Below are entries; count each line that holds the word "Extract" and report the number without any other words.

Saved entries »
----------

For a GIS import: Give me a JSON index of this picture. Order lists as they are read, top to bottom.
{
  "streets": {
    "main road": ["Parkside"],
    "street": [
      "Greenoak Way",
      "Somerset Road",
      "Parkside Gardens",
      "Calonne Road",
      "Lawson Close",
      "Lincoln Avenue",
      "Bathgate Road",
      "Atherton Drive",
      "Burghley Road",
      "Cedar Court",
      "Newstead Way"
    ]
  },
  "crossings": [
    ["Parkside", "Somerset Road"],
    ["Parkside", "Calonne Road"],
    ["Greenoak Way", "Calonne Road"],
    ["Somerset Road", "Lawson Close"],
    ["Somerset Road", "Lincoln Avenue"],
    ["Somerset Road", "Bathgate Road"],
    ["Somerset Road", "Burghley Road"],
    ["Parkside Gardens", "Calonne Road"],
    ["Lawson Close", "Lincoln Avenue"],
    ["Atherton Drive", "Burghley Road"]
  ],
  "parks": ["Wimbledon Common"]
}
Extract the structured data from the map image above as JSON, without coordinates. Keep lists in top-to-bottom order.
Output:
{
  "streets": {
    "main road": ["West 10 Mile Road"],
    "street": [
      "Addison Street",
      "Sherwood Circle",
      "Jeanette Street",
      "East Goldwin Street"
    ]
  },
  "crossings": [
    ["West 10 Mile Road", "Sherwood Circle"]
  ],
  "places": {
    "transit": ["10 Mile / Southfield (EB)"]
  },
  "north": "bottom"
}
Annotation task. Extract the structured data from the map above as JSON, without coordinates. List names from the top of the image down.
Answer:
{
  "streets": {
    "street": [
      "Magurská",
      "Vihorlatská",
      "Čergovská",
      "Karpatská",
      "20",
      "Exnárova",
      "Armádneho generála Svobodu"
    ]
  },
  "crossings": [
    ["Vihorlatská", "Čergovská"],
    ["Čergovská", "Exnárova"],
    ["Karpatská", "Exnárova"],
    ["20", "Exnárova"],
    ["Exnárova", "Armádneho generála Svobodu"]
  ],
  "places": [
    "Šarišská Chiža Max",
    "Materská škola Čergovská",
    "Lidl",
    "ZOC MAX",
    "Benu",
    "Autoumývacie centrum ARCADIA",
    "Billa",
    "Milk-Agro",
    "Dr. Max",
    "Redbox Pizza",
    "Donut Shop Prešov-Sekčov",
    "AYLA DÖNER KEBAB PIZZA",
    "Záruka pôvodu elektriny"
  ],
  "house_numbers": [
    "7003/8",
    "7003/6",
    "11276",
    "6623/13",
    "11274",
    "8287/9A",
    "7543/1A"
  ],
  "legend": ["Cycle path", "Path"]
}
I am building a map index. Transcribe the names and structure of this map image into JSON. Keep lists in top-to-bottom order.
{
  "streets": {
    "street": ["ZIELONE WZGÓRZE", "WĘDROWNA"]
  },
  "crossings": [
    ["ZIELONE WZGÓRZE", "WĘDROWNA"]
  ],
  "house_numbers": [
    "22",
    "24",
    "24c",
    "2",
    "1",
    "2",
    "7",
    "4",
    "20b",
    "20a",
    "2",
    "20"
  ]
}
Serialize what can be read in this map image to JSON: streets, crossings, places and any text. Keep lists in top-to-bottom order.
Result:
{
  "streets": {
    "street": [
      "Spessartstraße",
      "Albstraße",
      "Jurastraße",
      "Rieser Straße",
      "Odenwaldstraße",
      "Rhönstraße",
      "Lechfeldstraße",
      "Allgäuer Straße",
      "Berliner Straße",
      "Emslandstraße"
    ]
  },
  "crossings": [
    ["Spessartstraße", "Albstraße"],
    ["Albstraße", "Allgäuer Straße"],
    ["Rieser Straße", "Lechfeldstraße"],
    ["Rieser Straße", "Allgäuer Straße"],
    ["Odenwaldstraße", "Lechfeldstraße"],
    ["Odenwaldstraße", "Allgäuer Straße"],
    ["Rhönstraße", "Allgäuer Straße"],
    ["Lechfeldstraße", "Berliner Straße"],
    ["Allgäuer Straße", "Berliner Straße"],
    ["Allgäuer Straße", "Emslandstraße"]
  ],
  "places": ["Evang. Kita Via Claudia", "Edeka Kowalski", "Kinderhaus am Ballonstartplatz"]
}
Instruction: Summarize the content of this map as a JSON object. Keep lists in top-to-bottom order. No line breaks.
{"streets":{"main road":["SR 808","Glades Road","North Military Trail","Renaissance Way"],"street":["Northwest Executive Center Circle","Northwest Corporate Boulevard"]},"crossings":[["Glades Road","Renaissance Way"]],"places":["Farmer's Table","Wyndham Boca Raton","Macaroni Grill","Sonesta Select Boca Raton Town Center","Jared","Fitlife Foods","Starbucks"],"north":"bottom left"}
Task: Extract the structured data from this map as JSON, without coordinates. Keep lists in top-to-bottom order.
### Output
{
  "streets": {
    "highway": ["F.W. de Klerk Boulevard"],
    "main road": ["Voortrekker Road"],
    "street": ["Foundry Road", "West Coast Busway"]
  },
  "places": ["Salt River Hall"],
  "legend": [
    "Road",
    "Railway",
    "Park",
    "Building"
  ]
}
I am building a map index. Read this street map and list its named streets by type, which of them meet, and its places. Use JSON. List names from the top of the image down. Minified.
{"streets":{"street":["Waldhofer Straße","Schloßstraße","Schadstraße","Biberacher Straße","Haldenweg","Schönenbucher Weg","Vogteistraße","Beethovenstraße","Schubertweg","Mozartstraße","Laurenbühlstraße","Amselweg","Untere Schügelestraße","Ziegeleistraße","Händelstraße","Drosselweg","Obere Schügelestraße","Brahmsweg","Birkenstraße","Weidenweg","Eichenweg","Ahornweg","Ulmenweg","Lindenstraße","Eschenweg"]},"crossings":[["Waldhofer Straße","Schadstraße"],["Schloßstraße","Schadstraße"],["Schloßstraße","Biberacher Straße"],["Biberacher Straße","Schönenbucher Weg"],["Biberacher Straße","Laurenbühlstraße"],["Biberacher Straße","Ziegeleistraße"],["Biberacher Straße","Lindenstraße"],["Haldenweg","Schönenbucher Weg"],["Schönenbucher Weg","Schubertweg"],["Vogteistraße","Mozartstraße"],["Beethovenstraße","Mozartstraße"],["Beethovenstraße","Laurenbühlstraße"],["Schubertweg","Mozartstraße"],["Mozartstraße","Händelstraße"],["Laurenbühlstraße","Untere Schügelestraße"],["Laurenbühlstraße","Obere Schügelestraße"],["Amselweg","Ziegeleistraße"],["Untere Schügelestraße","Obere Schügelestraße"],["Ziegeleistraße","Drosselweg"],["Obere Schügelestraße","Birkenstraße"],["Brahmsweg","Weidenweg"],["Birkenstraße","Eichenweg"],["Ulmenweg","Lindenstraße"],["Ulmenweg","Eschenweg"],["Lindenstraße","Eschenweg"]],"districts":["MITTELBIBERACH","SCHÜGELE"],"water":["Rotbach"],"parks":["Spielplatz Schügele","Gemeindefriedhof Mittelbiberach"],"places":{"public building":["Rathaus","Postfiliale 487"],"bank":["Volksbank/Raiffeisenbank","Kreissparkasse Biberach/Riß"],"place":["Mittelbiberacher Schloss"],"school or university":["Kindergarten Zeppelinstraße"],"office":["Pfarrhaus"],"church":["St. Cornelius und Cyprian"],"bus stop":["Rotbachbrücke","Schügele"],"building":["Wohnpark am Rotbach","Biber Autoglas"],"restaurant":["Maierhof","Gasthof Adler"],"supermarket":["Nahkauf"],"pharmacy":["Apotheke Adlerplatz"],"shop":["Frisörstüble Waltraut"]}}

----------

ANSWER BOX » 3